The top line of the device 100 may change at any time as the user uses the device 100. Thus, in one embodiment, the signal evaluation unit 120 remains operative to monitor whether the quality has significantly dropped by a predefined threshold. If the predefined threshold is dropped, the respective combinations of antennas are evaluated again accordingly (as described above), thereby assigning the combination that allows the best quality or the best combination. And in one embodiment, the signal evaluation unit 120 keeps scanning the SNR for various combinations. If the SNR of a scan is higher than the current SNR, a new configuration corresponding to the higher SNR is used to replace the current configuration. Therefore, the system is always dynamic to obtain the best SNR.
Figure 2 illustrates a schematic diagram of an apparatus for receiving a broadcast according to another embodiment of the subject matter described herein. In this embodiment, the signal evaluation unit 120, the control unit 140, the antenna 110 and the phase tuning unit 130 are similar to the embodiment illustrated by fig. 1, and thus a detailed explanation thereof will not be made.
In this example, four phase tuning units 130 are provided, and each phase tuning unit 130 is coupled to a corresponding antenna 110. Furthermore, a control unit 140 is coupled to all phase tuning units 130 in order to assume full control over the antenna 110. In this way, adaptive control of the phase tuning unit 130 based on the result evaluated by the signal evaluation unit 120 can be used to maintain the quality at a relatively high level.

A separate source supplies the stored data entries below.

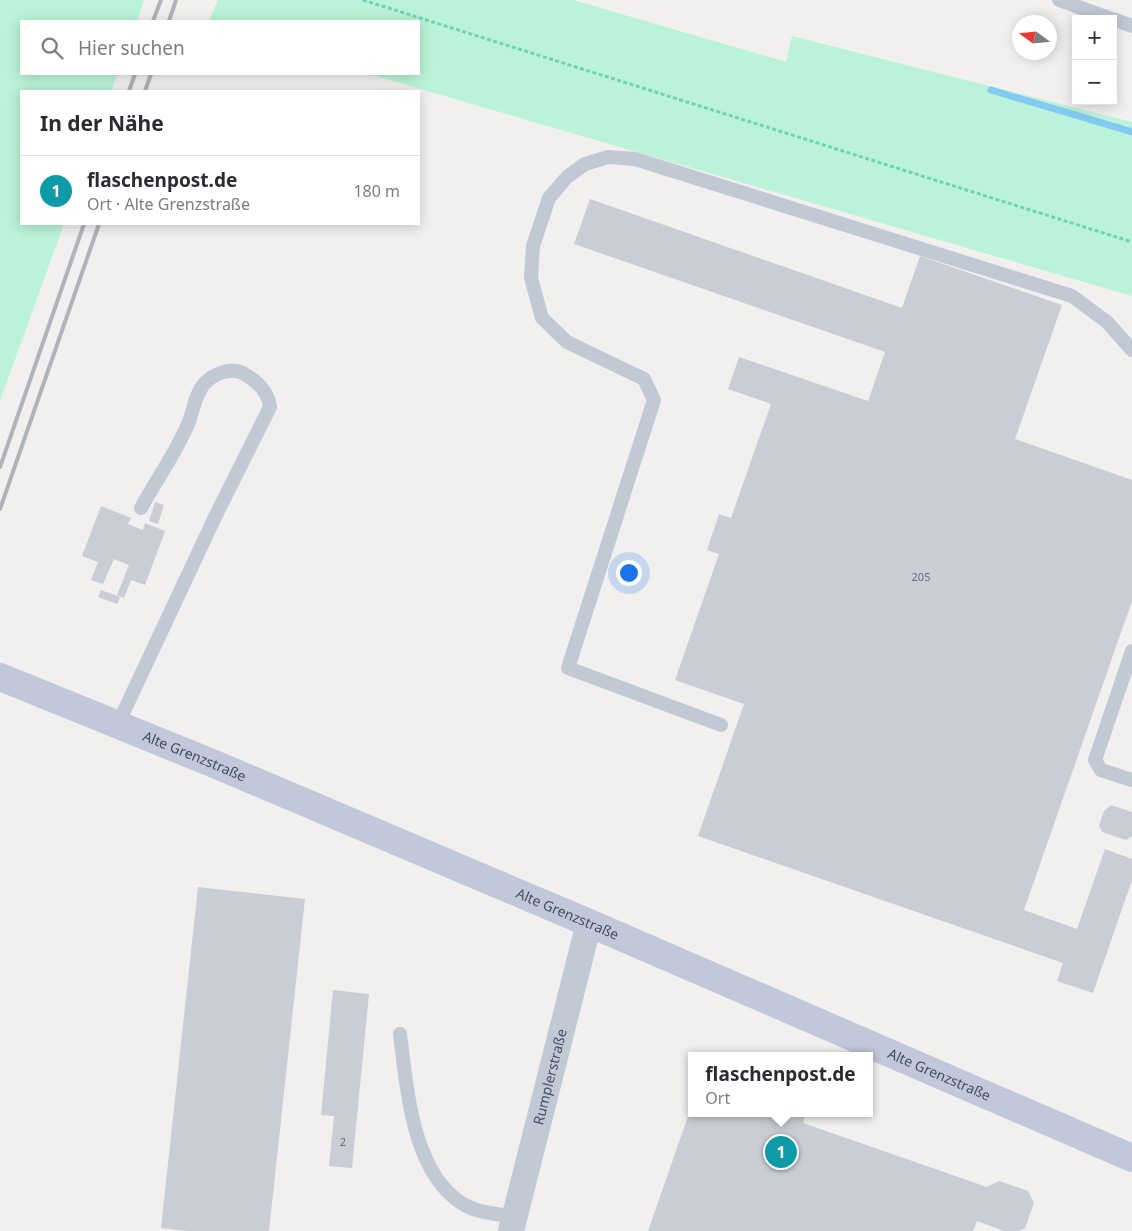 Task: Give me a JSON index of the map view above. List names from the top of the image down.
{
  "streets": {
    "street": ["Alte Grenzstraße", "Rumplerstraße"]
  },
  "crossings": [
    ["Alte Grenzstraße", "Rumplerstraße"]
  ],
  "house_numbers": ["205", "2"],
  "north": "left",
  "page": {
    "map_buttons": ["+", "−"],
    "search": "Hier suchen",
    "heading": "In der Nähe",
    "list": [
      {
        "mark": "1",
        "name": "flaschenpost.de",
        "note": "Ort · Alte Grenzstraße",
        "value": "180 m"
      }
    ],
    "popup": ["flaschenpost.de", "Ort"],
    "pins": "1"
  }
} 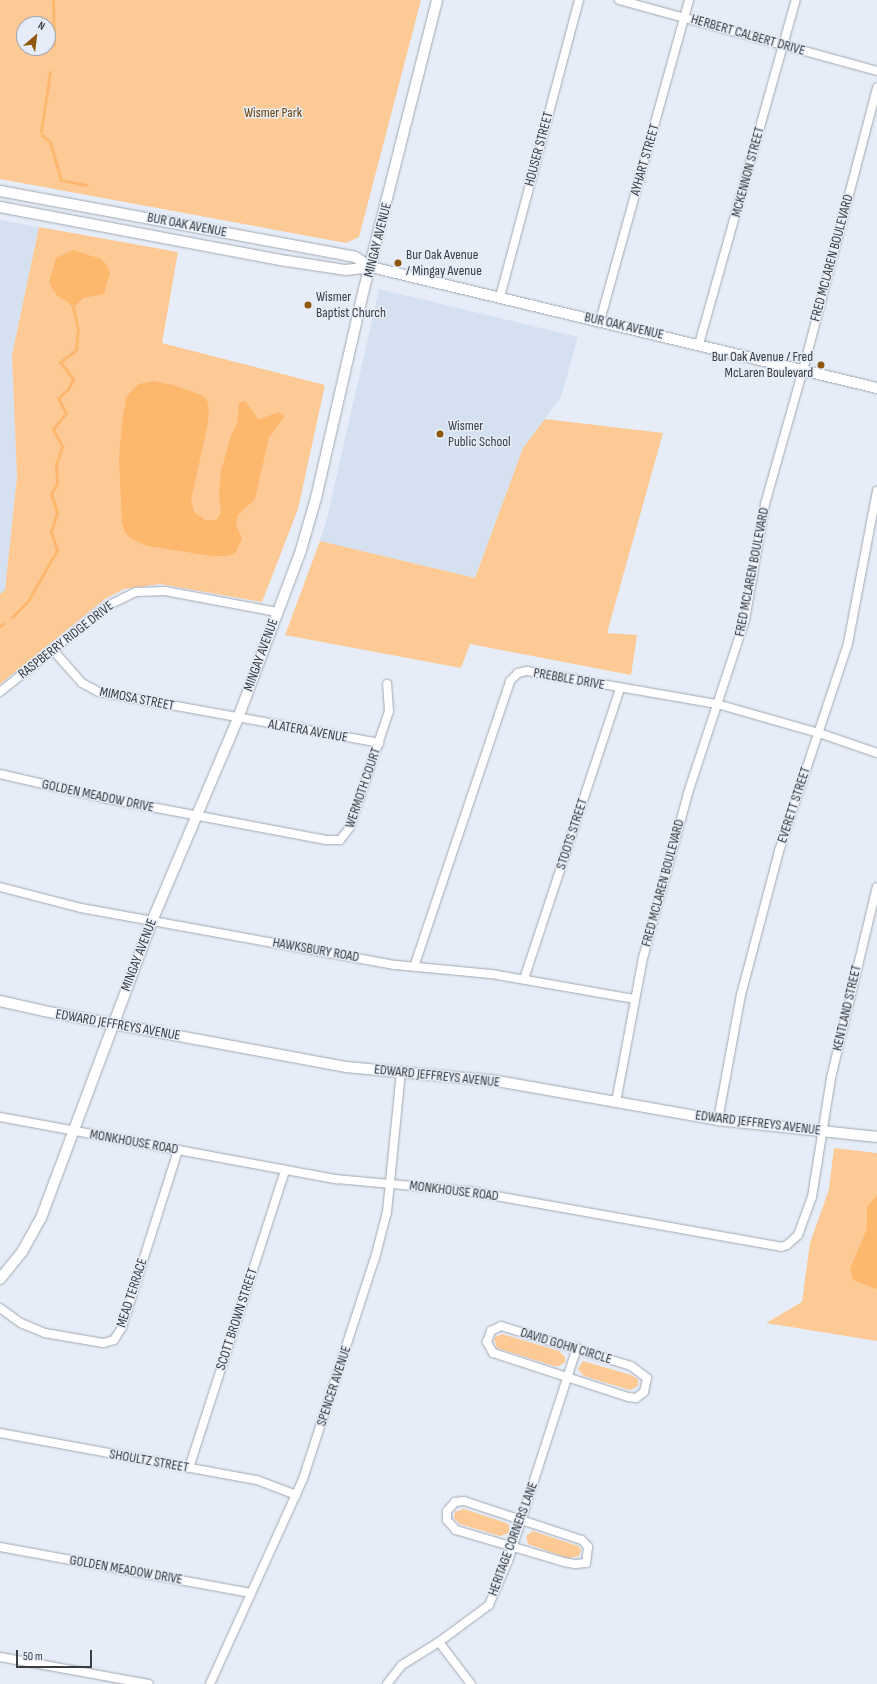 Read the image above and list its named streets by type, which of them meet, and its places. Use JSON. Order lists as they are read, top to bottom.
{
  "streets": {
    "street": [
      "HERBERT CALBERT DRIVE",
      "HOUSER STREET",
      "AYHART STREET",
      "MCKENNON STREET",
      "BUR OAK AVENUE",
      "MINGAY AVENUE",
      "FRED MCLAREN BOULEVARD",
      "RASPBERRY RIDGE DRIVE",
      "PREBBLE DRIVE",
      "MIMOSA STREET",
      "ALATERA AVENUE",
      "WERMOTH COURT",
      "GOLDEN MEADOW DRIVE",
      "EVERETT STREET",
      "STOOTS STREET",
      "HAWKSBURY ROAD",
      "KENTLAND STREET",
      "EDWARD JEFFREYS AVENUE",
      "MONKHOUSE ROAD",
      "MEAD TERRACE",
      "SCOTT BROWN STREET",
      "DAVID GOHN CIRCLE",
      "SPENCER AVENUE",
      "SHOULTZ STREET",
      "HERITAGE CORNERS LANE"
    ]
  },
  "crossings": [
    ["HERBERT CALBERT DRIVE", "AYHART STREET"],
    ["HERBERT CALBERT DRIVE", "MCKENNON STREET"],
    ["HOUSER STREET", "BUR OAK AVENUE"],
    ["AYHART STREET", "BUR OAK AVENUE"],
    ["MCKENNON STREET", "BUR OAK AVENUE"],
    ["BUR OAK AVENUE", "MINGAY AVENUE"],
    ["BUR OAK AVENUE", "FRED MCLAREN BOULEVARD"],
    ["MINGAY AVENUE", "RASPBERRY RIDGE DRIVE"],
    ["MINGAY AVENUE", "MIMOSA STREET"],
    ["MINGAY AVENUE", "ALATERA AVENUE"],
    ["MINGAY AVENUE", "WERMOTH COURT"],
    ["MINGAY AVENUE", "GOLDEN MEADOW DRIVE"],
    ["MINGAY AVENUE", "HAWKSBURY ROAD"],
    ["MINGAY AVENUE", "EDWARD JEFFREYS AVENUE"],
    ["MINGAY AVENUE", "MONKHOUSE ROAD"],
    ["FRED MCLAREN BOULEVARD", "PREBBLE DRIVE"],
    ["FRED MCLAREN BOULEVARD", "HAWKSBURY ROAD"],
    ["FRED MCLAREN BOULEVARD", "EDWARD JEFFREYS AVENUE"],
    ["RASPBERRY RIDGE DRIVE", "MIMOSA STREET"],
    ["PREBBLE DRIVE", "EVERETT STREET"],
    ["PREBBLE DRIVE", "STOOTS STREET"],
    ["PREBBLE DRIVE", "HAWKSBURY ROAD"],
    ["MIMOSA STREET", "ALATERA AVENUE"],
    ["ALATERA AVENUE", "WERMOTH COURT"],
    ["WERMOTH COURT", "GOLDEN MEADOW DRIVE"],
    ["GOLDEN MEADOW DRIVE", "SPENCER AVENUE"],
    ["EVERETT STREET", "EDWARD JEFFREYS AVENUE"],
    ["STOOTS STREET", "HAWKSBURY ROAD"],
    ["KENTLAND STREET", "EDWARD JEFFREYS AVENUE"],
    ["KENTLAND STREET", "MONKHOUSE ROAD"],
    ["EDWARD JEFFREYS AVENUE", "MONKHOUSE ROAD"],
    ["EDWARD JEFFREYS AVENUE", "SPENCER AVENUE"],
    ["MONKHOUSE ROAD", "MEAD TERRACE"],
    ["MONKHOUSE ROAD", "SCOTT BROWN STREET"],
    ["MONKHOUSE ROAD", "SPENCER AVENUE"],
    ["SCOTT BROWN STREET", "SHOULTZ STREET"],
    ["DAVID GOHN CIRCLE", "HERITAGE CORNERS LANE"],
    ["SPENCER AVENUE", "SHOULTZ STREET"]
  ],
  "parks": ["Wismer Park"],
  "places": [
    "Bur Oak Avenue / Mingay Avenue",
    "Wismer Baptist Church",
    "Bur Oak Avenue / Fred McLaren Boulevard",
    "Wismer Public School"
  ],
  "scale_bar": "50 m",
  "north": "top right"
}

A frequency filtering unit 150 may be provided between the antennas and the signal evaluation unit 120 in order to filter the received signals carried by all antennas 110. For use such as FM broadcast, the frequency filtering unit 150 may include a low pass filter such that frequency signals above a certain value (e.g., 108MHz) will be substantially attenuated by the filter. Likewise, for uses such as DTV broadcasting, the frequency filtering unit 150 may include a high-pass filter such that frequency signals below a certain value (e.g., 400MHz) will be substantially attenuated by the filter. In one embodiment, the FM signal and the DTV signal may be processed separately.

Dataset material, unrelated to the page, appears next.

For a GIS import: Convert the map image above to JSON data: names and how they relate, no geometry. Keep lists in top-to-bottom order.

In one embodiment, the apparatus 100 may comprise a memory 160 configured to store a configuration corresponding to the optimal combination and phase difference by which the quality allows the SNR to exceed a predefined threshold. Because a user may only use the device in a limited number of locations that the user often visits, it would be useful to quickly invoke a previously saved configuration that corresponds to the user's current location. As a result, the phase tuning process as described above can be significantly shortened.

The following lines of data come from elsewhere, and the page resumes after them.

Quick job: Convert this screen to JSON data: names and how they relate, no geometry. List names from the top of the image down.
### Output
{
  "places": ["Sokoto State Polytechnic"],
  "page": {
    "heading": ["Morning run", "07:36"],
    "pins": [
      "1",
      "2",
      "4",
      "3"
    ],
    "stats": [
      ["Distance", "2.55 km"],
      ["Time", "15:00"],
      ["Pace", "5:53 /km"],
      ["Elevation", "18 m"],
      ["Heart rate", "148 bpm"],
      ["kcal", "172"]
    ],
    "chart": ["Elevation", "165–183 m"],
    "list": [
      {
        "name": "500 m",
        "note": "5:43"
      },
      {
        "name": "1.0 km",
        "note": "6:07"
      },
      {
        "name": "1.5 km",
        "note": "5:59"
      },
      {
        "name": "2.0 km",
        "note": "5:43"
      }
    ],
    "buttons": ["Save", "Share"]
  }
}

In some embodiments, the device 100 may also include a navigation unit 170 coupled with the memory 160. The navigation unit 170 is configured to detect location data of the device 100 and is implemented, for example, as a Global Positioning System (GPS) receiver. For example, when the user is at home, he/she may take some time for the device 100 to find the optimal combination and phase difference between the antennas 110. The user may then save the configuration relative to the current settings of the antenna in combination and phase tuning. When the user is at home on another day, he/she may simply invoke the saved configuration corresponding to home. Through the navigation unit 170, the control unit 140 may be able to determine whether the current location coincides with one of the previously saved configurations. In this way, the control unit 140 automatically initializes the setting of the antenna, possibly allowing a rapid enhancement in quality.
Figure 3 illustrates a schematic diagram of an apparatus for receiving a broadcast according to another embodiment of the subject matter described herein. In this embodiment, the signal evaluation unit 220, the control unit 240, the frequency filtering unit 250, the memory 270, the navigation unit 280, and the phase tuning unit 230 are similar to the embodiment illustrated by fig. 2, and thus a detailed explanation thereof will not be made.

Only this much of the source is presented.